• TASK DESCRIPTION: Every line in the records below between the one holding "Describe this page" and the one holding "Map reading. Give", inclusive, is to be set down exactly; all other lines are to be left out.

##### DATA EXTRACT

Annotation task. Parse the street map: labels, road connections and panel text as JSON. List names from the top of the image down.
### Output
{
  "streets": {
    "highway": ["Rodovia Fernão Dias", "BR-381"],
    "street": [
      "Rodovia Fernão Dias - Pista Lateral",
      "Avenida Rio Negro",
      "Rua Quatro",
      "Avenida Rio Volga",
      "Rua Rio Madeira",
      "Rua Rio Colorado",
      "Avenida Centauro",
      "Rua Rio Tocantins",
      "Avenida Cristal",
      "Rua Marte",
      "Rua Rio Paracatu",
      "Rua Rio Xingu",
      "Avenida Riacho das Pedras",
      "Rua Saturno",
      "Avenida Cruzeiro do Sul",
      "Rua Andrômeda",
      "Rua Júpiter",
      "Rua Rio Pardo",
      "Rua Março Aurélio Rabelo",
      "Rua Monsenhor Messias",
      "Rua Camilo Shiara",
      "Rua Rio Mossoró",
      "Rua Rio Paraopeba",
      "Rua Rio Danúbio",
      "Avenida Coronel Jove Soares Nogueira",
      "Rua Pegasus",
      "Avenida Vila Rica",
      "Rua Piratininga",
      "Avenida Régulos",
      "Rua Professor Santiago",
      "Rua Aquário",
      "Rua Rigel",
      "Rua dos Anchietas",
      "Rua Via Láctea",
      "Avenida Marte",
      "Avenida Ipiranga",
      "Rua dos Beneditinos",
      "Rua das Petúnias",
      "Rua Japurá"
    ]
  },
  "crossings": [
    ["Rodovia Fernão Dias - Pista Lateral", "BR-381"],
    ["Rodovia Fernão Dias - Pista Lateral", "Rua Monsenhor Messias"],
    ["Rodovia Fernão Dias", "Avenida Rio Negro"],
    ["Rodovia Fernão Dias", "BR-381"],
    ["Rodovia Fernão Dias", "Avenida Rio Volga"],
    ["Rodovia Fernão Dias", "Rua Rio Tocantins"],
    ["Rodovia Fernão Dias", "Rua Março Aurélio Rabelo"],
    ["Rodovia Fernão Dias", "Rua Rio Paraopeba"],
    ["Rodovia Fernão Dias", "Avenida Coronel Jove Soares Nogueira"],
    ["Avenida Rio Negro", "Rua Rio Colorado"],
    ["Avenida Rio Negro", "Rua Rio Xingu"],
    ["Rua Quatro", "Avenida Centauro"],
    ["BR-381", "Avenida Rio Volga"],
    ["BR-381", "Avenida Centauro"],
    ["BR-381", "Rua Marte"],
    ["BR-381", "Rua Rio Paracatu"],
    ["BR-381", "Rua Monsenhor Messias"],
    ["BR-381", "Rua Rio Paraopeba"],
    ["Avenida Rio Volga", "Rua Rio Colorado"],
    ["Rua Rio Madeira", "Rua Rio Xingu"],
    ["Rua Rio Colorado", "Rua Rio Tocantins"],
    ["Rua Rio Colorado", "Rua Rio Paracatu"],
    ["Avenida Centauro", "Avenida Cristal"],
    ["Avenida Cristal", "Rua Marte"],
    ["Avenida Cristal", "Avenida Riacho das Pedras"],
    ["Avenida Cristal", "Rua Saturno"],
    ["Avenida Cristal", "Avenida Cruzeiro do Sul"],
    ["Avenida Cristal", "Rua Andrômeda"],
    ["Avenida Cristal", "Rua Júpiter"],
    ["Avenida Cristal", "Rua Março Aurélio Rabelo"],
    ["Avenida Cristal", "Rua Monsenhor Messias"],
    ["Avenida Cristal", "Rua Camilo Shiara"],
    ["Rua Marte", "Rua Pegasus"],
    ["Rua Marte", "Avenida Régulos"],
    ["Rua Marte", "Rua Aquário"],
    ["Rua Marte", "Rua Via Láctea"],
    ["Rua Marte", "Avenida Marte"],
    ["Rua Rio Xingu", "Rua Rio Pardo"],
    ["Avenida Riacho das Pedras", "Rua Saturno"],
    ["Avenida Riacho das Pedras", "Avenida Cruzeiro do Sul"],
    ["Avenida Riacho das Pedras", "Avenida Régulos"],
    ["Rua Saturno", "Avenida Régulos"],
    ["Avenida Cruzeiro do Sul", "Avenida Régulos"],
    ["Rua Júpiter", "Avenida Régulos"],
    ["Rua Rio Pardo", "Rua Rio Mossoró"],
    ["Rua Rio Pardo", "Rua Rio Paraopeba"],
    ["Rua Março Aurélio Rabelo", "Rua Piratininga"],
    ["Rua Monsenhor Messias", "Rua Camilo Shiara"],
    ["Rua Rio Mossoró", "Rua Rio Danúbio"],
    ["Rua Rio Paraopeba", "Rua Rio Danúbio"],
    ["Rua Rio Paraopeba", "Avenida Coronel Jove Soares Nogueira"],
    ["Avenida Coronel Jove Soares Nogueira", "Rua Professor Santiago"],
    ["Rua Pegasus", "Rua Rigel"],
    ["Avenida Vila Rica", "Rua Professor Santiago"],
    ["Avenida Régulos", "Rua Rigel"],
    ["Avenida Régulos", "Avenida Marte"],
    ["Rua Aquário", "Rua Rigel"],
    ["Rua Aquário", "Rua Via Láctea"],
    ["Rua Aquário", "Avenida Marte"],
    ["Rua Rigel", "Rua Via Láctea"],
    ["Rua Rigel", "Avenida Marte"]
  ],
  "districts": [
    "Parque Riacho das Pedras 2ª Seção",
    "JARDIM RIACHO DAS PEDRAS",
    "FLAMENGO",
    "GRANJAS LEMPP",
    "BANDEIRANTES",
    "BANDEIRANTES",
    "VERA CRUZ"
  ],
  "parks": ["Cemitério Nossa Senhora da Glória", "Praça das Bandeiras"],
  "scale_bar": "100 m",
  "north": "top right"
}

##########
##### DATA EXTRACT

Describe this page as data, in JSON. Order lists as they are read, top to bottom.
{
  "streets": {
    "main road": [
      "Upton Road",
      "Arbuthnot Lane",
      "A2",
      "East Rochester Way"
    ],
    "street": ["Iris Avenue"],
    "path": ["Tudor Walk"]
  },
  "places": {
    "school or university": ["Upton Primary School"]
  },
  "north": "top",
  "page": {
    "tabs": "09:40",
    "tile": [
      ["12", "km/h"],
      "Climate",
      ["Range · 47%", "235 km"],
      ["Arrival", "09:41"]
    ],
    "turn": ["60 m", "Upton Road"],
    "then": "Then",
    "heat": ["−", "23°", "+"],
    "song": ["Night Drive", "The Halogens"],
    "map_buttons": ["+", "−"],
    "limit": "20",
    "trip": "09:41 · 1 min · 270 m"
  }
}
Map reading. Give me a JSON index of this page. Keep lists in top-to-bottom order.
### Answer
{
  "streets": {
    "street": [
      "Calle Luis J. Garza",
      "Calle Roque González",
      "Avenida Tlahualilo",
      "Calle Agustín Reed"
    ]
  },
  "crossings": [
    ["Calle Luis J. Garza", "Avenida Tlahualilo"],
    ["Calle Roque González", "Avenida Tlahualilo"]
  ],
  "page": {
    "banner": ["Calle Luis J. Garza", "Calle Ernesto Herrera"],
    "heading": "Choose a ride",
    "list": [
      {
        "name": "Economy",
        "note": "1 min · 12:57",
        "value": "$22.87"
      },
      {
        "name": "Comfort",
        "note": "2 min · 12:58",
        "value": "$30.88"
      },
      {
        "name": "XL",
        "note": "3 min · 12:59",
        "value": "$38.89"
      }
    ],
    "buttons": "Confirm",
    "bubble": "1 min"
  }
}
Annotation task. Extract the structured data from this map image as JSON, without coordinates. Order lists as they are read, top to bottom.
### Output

##########
##### DATA EXTRACT

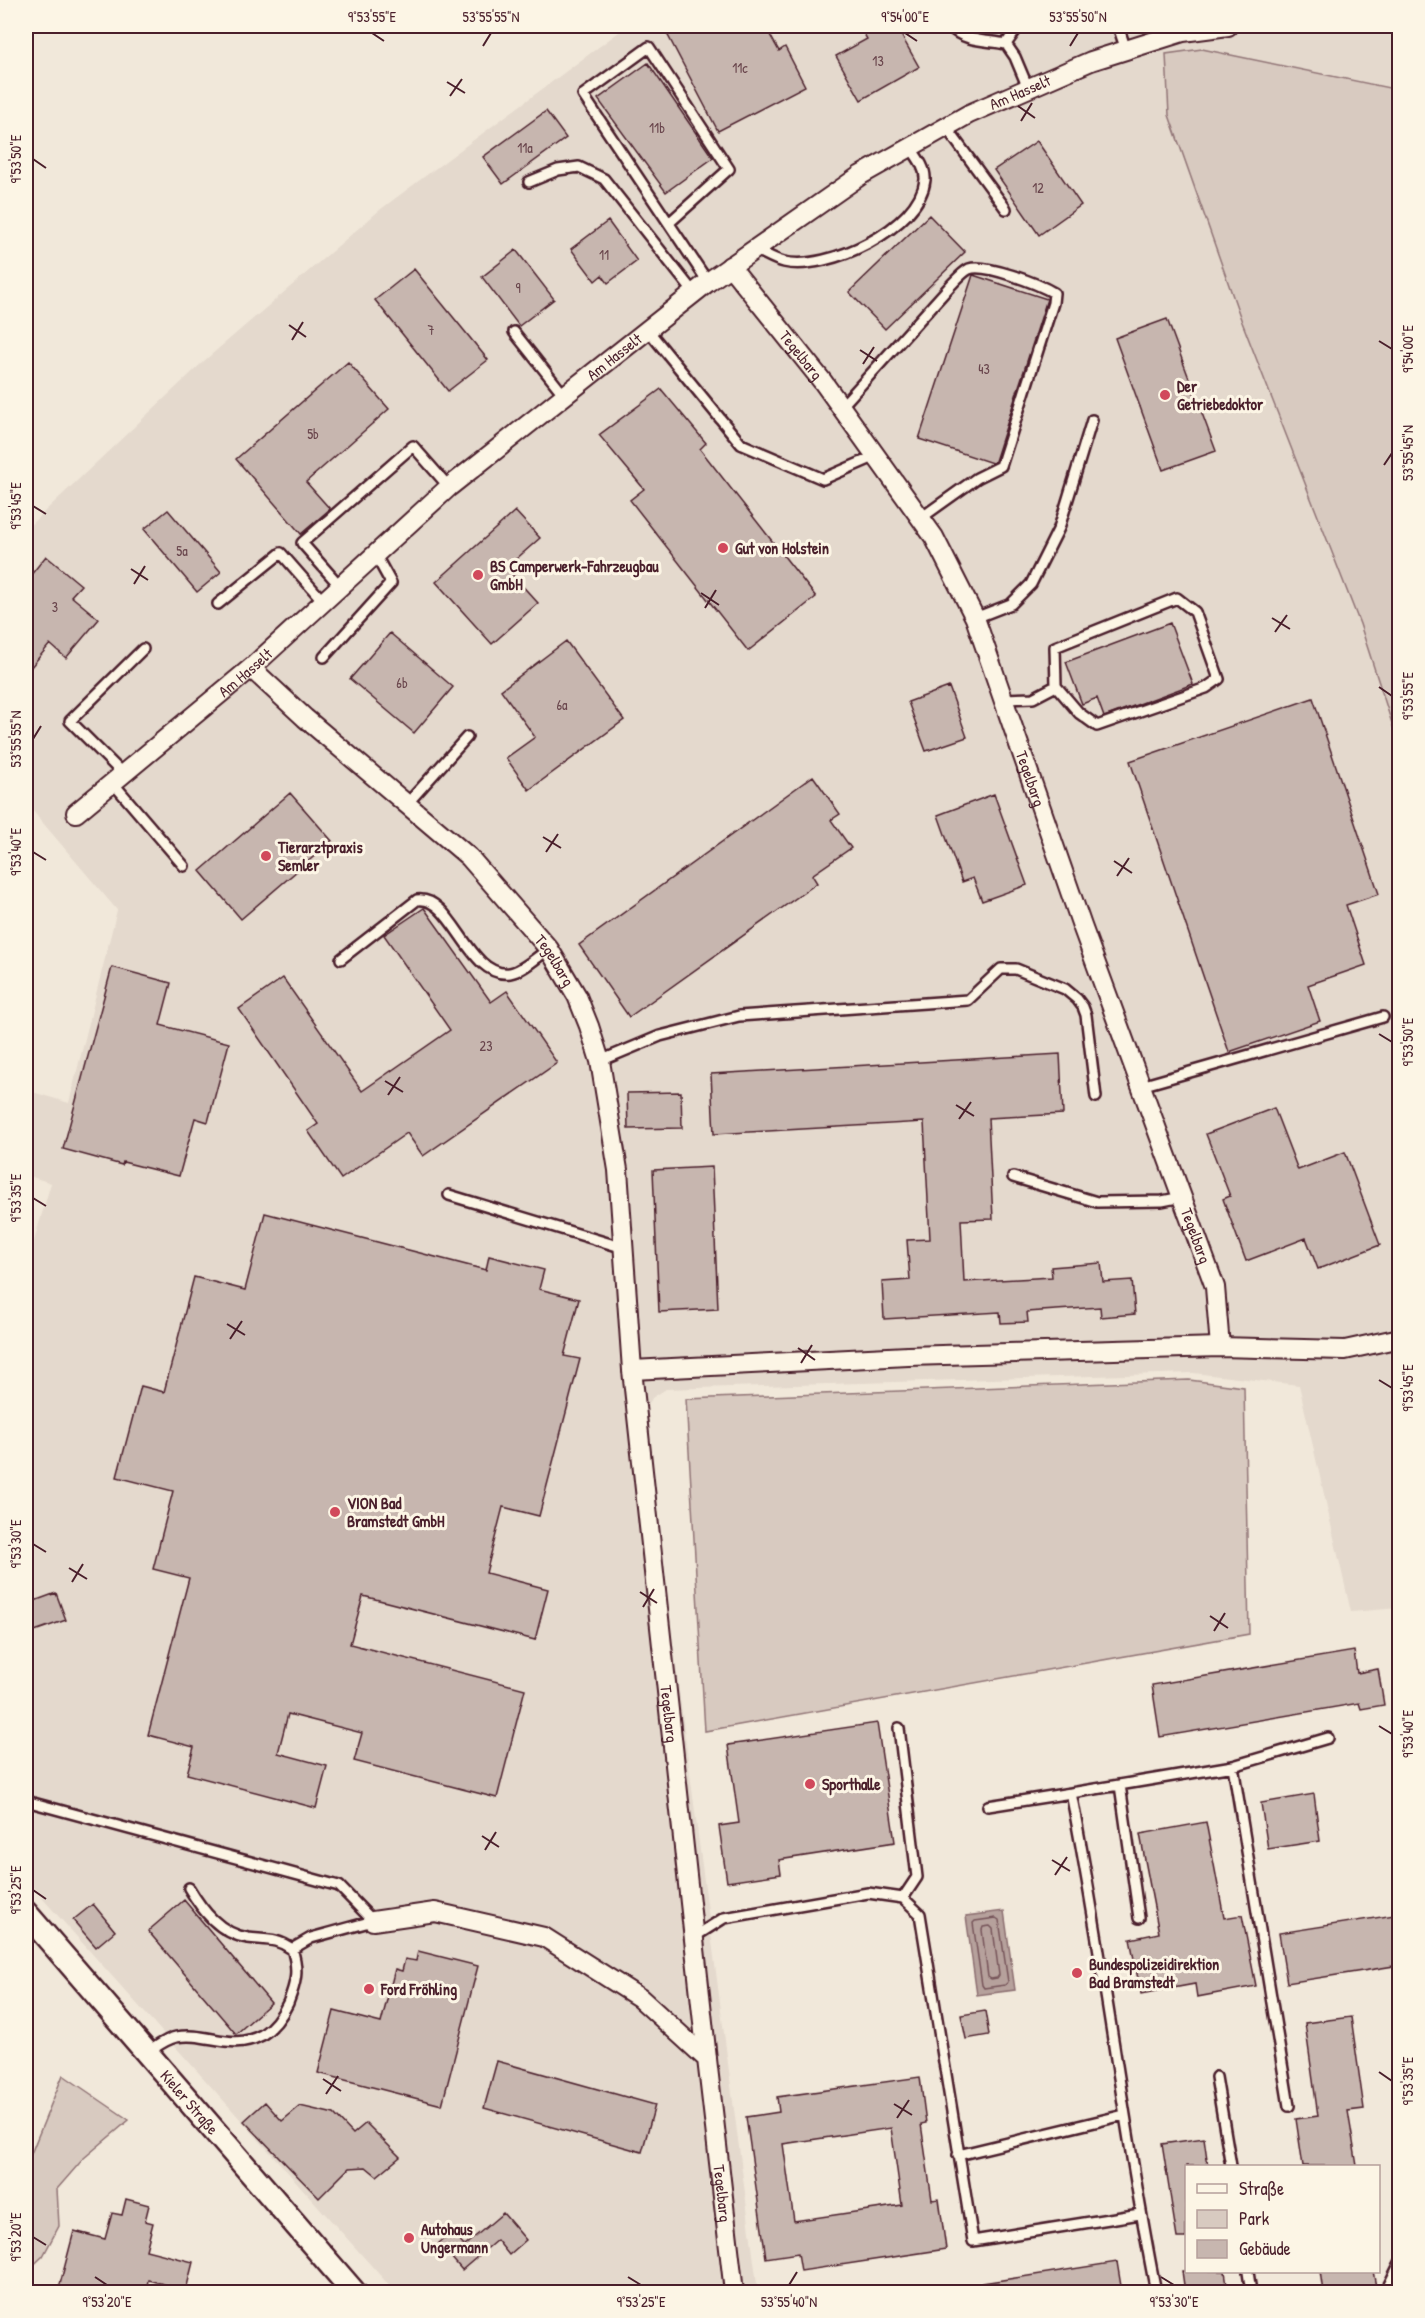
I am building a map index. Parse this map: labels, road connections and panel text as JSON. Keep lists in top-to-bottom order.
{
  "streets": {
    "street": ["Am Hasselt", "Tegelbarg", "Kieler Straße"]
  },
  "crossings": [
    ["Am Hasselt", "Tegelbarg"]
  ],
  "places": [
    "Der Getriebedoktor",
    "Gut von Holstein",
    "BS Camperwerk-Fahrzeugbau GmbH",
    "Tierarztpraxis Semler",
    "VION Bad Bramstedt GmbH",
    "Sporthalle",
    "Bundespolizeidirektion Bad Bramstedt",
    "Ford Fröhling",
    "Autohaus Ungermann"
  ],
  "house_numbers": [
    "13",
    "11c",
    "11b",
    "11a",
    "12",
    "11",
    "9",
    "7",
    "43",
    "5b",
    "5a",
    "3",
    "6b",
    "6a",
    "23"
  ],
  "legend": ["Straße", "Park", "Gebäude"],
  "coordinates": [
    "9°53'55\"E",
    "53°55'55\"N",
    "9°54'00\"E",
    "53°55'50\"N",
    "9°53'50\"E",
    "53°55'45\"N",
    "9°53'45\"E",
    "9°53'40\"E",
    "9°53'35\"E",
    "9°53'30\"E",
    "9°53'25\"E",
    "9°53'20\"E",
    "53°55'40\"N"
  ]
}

##########

• ANSWER SECTION:
Describe this page as data, in JSON. Order lists as they are read, top to bottom.
{
  "streets": {
    "main road": [
      "Upton Road",
      "Arbuthnot Lane",
      "A2",
      "East Rochester Way"
    ],
    "street": ["Iris Avenue"],
    "path": ["Tudor Walk"]
  },
  "places": {
    "school or university": ["Upton Primary School"]
  },
  "north": "top",
  "page": {
    "tabs": "09:40",
    "tile": [
      ["12", "km/h"],
      "Climate",
      ["Range · 47%", "235 km"],
      ["Arrival", "09:41"]
    ],
    "turn": ["60 m", "Upton Road"],
    "then": "Then",
    "heat": ["−", "23°", "+"],
    "song": ["Night Drive", "The Halogens"],
    "map_buttons": ["+", "−"],
    "limit": "20",
    "trip": "09:41 · 1 min · 270 m"
  }
}
Map reading. Give me a JSON index of this page. Keep lists in top-to-bottom order.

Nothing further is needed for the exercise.